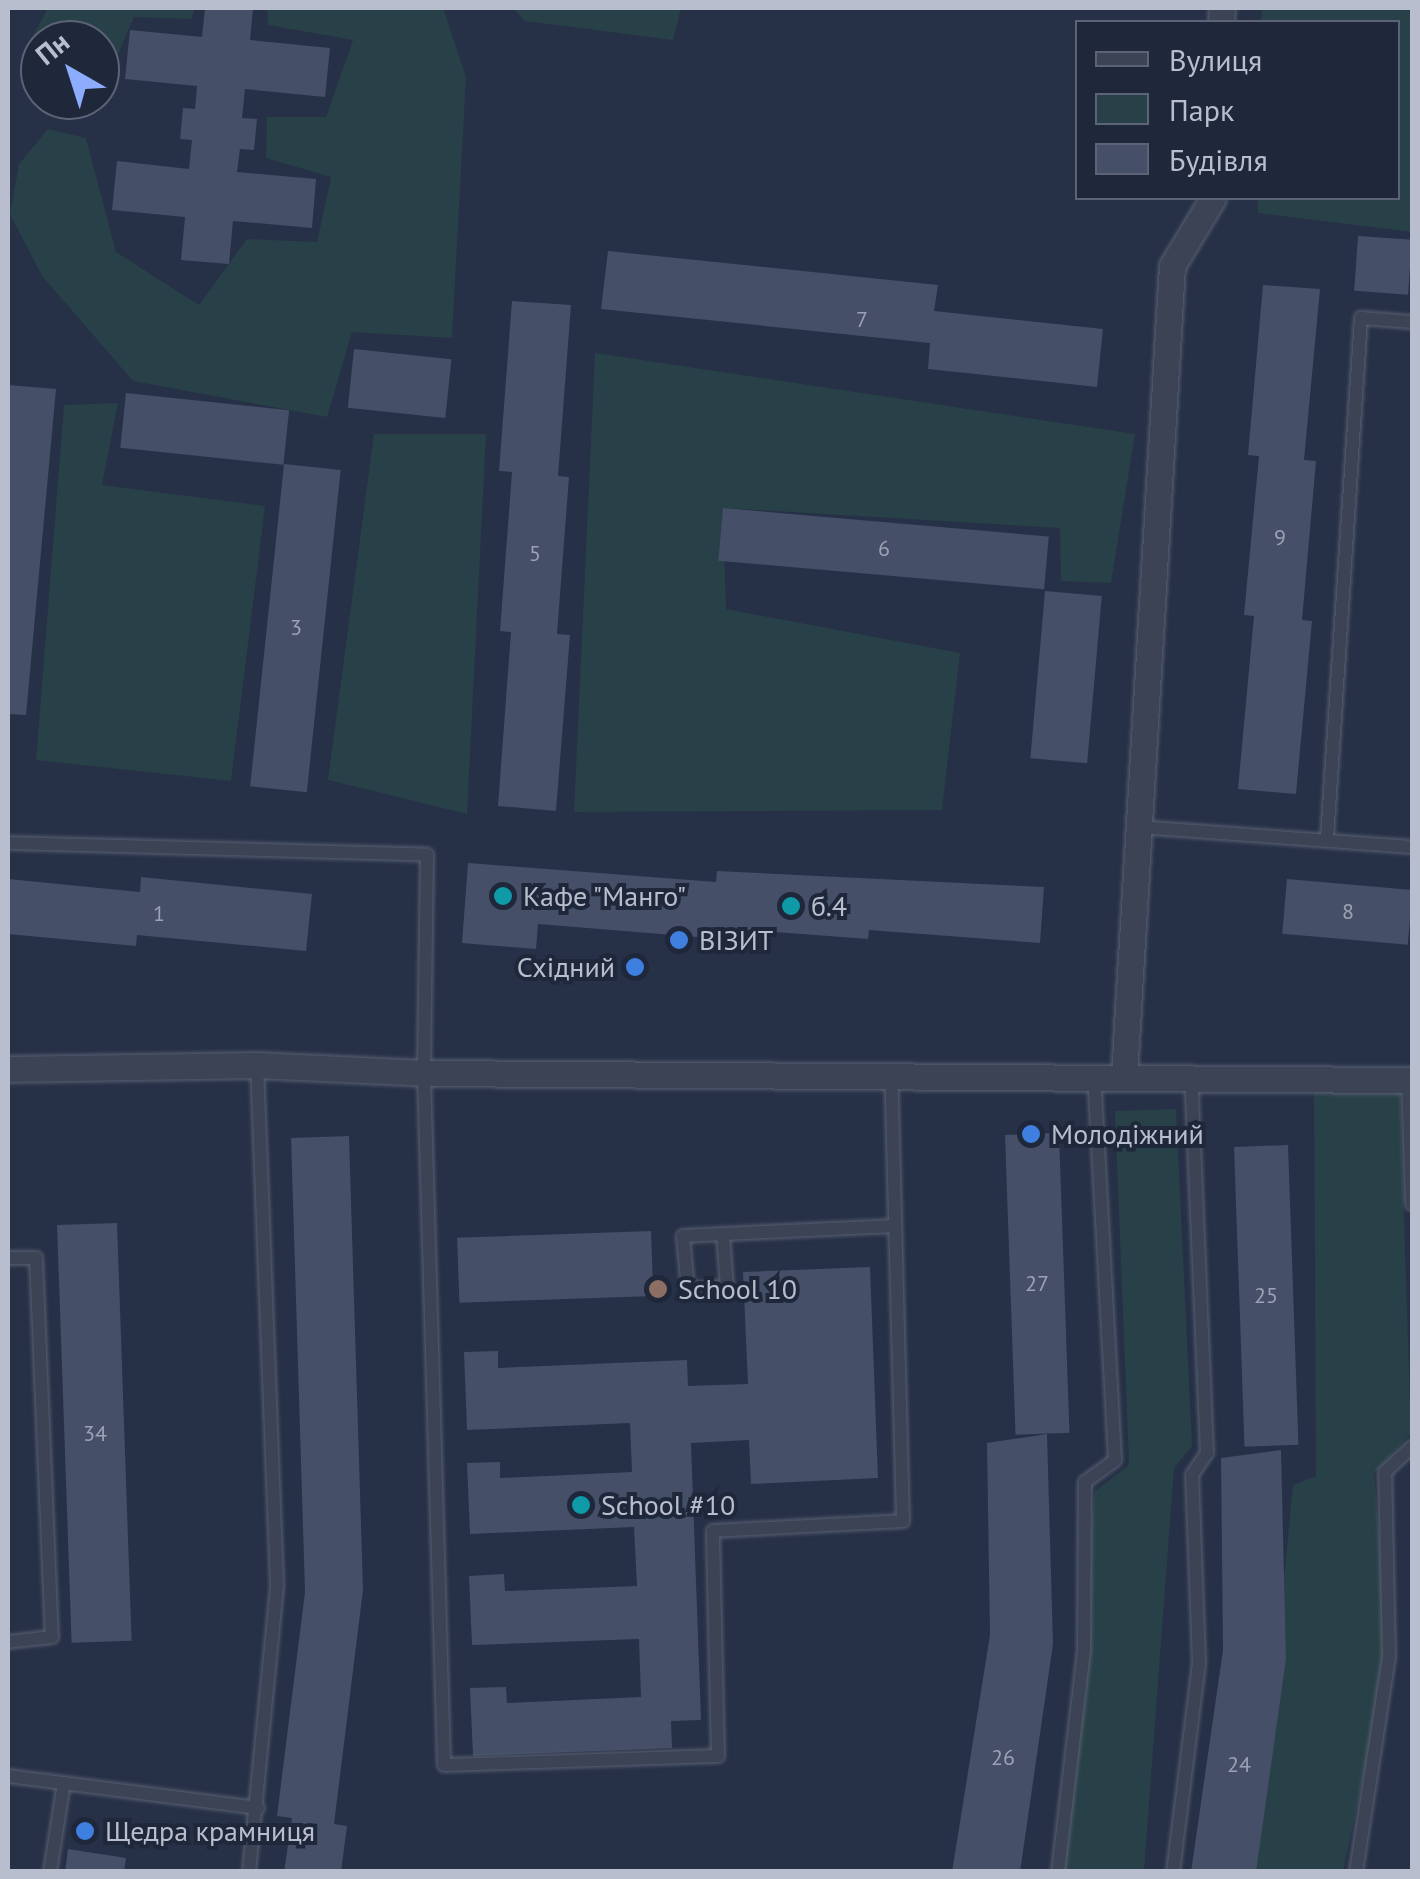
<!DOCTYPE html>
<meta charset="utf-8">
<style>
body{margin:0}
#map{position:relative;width:1420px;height:1879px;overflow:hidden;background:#263046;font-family:"PT Sans",sans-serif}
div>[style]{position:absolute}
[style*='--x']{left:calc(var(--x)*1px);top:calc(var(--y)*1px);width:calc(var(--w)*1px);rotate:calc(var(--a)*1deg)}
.green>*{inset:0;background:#284047}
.building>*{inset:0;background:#454f68;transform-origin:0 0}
.roads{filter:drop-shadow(0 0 2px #596072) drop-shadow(0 0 2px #596072)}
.service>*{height:12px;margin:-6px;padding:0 6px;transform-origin:6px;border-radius:6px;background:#3b4355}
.minor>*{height:25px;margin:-12.5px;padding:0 12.5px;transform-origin:12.5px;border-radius:12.5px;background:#3b4355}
.dots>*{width:28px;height:28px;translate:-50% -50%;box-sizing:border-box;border:5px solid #1f273b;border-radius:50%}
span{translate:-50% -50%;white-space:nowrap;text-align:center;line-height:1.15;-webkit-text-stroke:8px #1f273b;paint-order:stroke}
.number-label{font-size:22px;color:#9ca2b4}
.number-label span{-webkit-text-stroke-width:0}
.poi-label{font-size:28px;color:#b9bece}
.left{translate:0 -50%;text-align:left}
.right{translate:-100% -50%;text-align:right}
.frame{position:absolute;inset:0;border:10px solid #b9bece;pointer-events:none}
.legend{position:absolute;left:1075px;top:20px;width:325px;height:180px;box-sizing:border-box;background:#1f273b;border:2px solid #5d6376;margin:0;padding:12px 18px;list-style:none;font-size:30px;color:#b9bece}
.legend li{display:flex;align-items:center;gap:20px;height:50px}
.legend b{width:50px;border:2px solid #5d6376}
.north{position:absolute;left:20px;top:20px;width:100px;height:100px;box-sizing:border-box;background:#1f273b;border:2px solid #5d6376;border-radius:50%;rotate:321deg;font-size:28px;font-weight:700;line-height:40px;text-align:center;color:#b9bece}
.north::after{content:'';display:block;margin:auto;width:35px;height:45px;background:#8eacfe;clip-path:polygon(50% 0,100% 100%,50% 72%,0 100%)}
</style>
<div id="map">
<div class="green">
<div style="clip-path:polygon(48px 8px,194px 8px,192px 19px,134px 17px,108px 78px,100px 76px,100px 40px,40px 40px,40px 58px,23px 54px)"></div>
<div style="clip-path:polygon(267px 8px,443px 8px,466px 77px,452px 338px,352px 332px,327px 417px,133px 381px,42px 276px,10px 214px,19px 164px,48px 129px,86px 138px,116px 252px,199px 305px,247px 239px,317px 242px,331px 177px,266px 158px,267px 117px,326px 117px,353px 40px,268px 25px)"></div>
<div style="clip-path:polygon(513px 8px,681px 8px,673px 40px,525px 21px)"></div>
<div style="clip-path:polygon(1262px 8px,1412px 8px,1412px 232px,1258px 213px,1258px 198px,1398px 198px,1398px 22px,1261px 22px)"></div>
<div style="clip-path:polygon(595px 353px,1135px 434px,1111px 583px,1061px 581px,1060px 528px,723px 508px,726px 609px,960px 653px,942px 810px,574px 812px)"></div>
<div style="clip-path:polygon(118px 403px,102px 485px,265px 506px,231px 781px,36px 760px,64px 405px)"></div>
<div style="clip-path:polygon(374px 434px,486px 434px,467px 814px,328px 780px)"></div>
<div style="clip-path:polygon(1314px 1092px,1400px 1092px,1411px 1433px,1374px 1474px,1389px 1656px,1343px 1871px,1256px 1872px,1293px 1485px,1316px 1476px)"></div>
<div style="clip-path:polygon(1176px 1109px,1192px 1446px,1174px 1468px,1144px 1871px,1057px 1872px,1095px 1491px,1129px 1465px,1115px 1111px)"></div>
</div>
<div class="building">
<div style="clip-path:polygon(205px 8px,253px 8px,250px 40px,330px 48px,325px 97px,245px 89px,242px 118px,257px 119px,254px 150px,240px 149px,237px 172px,316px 179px,312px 228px,233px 221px,229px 264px,181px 260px,185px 217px,112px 210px,117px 161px,189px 169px,192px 140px,180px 139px,183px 108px,195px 109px,197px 86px,125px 79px,130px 30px,202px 37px)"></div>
<div style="left:1358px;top:236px;width:54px;height:55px;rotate:4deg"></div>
<div style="clip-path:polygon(608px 251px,938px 285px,934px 311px,1103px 329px,1097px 387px,928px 369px,930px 343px,601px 309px)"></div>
<div style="clip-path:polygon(1263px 285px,1320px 289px,1304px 460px,1316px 461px,1302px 620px,1312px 621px,1296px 794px,1238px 789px,1254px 616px,1244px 615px,1259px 456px,1248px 455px)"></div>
<div style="clip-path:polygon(512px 301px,571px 305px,558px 476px,569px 477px,557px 634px,570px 635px,556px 811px,498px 806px,511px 632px,500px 631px,512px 472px,499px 471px)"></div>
<div style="left:354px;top:349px;width:98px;height:59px;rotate:6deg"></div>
<div style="clip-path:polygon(8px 385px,56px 389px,26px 715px,8px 714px)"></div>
<div style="left:126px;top:393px;width:164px;height:55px;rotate:6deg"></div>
<div style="left:284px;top:464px;width:57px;height:324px;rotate:6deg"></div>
<div style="left:723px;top:508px;width:327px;height:53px;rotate:5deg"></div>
<div style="left:1045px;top:591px;width:57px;height:168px;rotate:5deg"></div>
<div style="clip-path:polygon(468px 863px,716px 882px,717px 871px,1044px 887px,1040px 943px,869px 930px,868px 939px,711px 927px,710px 938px,538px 924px,536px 949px,462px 943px)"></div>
<div style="clip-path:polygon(141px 877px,312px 894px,306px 951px,137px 935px,136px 946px,8px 934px,8px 879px,140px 892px)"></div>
<div style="left:1287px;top:879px;width:126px;height:55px;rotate:5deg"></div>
<div style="left:1059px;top:1133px;width:300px;height:54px;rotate:88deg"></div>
<div style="clip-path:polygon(349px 1136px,363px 1590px,334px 1824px,347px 1826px,341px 1872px,284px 1872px,292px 1818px,277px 1816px,305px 1592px,291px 1138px)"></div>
<div style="left:1288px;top:1145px;width:300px;height:54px;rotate:88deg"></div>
<div style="left:117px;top:1223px;width:418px;height:60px;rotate:88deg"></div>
<div style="left:651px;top:1231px;width:65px;height:194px;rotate:88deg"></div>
<div style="clip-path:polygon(870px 1267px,878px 1478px,751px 1484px,749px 1440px,691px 1443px,701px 1720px,671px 1721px,672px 1748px,473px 1756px,470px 1688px,506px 1687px,507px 1703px,641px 1697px,639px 1639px,472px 1645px,469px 1576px,504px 1574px,505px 1591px,637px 1586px,634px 1527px,470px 1534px,467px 1463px,500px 1462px,500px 1478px,632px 1472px,630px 1423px,467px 1430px,464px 1352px,498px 1351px,498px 1368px,687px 1360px,688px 1386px,748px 1384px,743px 1272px)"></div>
<div style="clip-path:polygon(1047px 1434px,1053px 1644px,1020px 1872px,952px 1872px,990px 1635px,987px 1443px)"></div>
<div style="clip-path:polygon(1281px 1450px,1286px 1659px,1256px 1872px,1191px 1872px,1223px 1650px,1221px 1458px)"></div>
<div style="clip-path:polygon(68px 1849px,126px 1858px,124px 1872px,65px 1872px)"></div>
</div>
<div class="roads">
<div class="service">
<div style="--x:1138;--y:827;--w:275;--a:4.2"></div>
<div style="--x:1327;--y:839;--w:522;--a:-86.27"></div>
<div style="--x:1361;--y:318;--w:51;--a:4.5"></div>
<div style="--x:8;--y:843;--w:419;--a:1.6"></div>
<div style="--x:427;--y:855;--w:218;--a:90.8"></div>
<div style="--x:424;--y:1073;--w:692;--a:88.34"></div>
<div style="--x:444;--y:1765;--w:274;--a:-1.9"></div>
<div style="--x:718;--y:1756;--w:225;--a:-91.3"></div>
<div style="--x:713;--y:1531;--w:190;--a:-3"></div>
<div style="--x:903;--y:1521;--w:445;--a:-91.5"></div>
<div style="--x:1408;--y:1080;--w:124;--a:88.2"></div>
<div style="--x:723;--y:1234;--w:53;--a:85.7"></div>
<div style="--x:727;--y:1287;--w:39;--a:177"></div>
<div style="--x:688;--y:1289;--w:53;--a:-95.4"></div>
<div style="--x:683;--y:1236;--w:40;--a:-2.9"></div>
<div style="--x:723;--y:1234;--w:172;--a:-2.7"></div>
<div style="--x:8;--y:1258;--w:28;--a:0"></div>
<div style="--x:36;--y:1258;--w:379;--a:87.6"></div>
<div style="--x:52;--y:1637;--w:44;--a:173.5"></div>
<div style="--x:8;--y:1776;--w:252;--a:7.3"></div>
<div style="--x:50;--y:1872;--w:90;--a:-81.1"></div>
<div style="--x:249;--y:1872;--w:288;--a:-84.4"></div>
<div style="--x:277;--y:1585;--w:520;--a:-92.2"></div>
<div style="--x:1058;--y:1872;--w:223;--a:-83.3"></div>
<div style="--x:1084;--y:1651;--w:169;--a:-89.7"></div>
<div style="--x:1085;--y:1482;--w:37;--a:-36"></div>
<div style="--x:1115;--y:1460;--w:385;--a:-93.1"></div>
<div style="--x:1173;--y:1872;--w:212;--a:-82.9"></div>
<div style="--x:1199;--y:1662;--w:187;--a:-92.1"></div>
<div style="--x:1192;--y:1475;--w:27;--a:-56"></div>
<div style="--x:1207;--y:1453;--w:376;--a:-92.4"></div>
<div style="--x:1356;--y:1872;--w:219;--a:-81.3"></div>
<div style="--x:1389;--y:1656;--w:184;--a:-91.2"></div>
<div style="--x:1385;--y:1472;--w:37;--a:-43"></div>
</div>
<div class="minor">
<div style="--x:1221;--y:22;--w:14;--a:-86"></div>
<div style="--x:8;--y:1069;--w:249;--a:-0.9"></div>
<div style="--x:257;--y:1065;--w:167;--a:2.7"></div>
<div style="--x:424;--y:1073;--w:988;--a:0.41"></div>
<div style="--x:1124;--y:1076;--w:811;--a:-86.61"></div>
<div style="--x:1172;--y:266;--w:79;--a:-58.9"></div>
</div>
</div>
<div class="dots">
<div style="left:503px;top:896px;background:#0f9aa8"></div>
<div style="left:791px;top:906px;background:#0f9aa8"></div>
<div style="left:679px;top:940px;background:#3f7fe0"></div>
<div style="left:635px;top:967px;background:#3f7fe0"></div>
<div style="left:1031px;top:1134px;background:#3f7fe0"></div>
<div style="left:658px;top:1289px;background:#8d6e63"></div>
<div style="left:581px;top:1505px;background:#0f9aa8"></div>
<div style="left:85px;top:1831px;background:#3f7fe0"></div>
</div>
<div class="number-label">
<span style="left:862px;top:320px">7</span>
<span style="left:1280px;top:538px">9</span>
<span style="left:884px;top:549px">6</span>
<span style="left:535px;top:554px">5</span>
<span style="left:296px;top:628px">3</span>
<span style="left:1348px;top:912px">8</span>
<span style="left:159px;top:914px">1</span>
<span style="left:1037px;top:1284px">27</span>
<span style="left:1266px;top:1296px">25</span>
<span style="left:95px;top:1434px">34</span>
<span style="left:1003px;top:1758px">26</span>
<span style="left:1239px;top:1765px">24</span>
</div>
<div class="poi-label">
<span class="left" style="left:523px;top:896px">Кафе "Манго"</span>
<span class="left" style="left:811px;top:906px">б.4</span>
<span class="left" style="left:699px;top:940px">ВІЗИТ</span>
<span class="right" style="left:615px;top:967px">Східний</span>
<span class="left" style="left:1051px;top:1134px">Молодіжний</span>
<span class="left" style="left:678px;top:1289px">School 10</span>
<span class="left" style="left:601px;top:1505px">School #10</span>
<span class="left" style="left:105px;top:1831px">Щедра крамниця</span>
</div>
<div class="frame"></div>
<ul class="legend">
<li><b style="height:12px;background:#3b4355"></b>Вулиця</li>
<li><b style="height:28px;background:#284047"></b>Парк</li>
<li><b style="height:28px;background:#454f68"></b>Будівля</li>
</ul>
<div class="north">Пн</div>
</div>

:: EXERCISE AIM ::
Please count how many lines in the preceding records hold the word "service", then give only that number.

:: TASK SOLUTION ::
2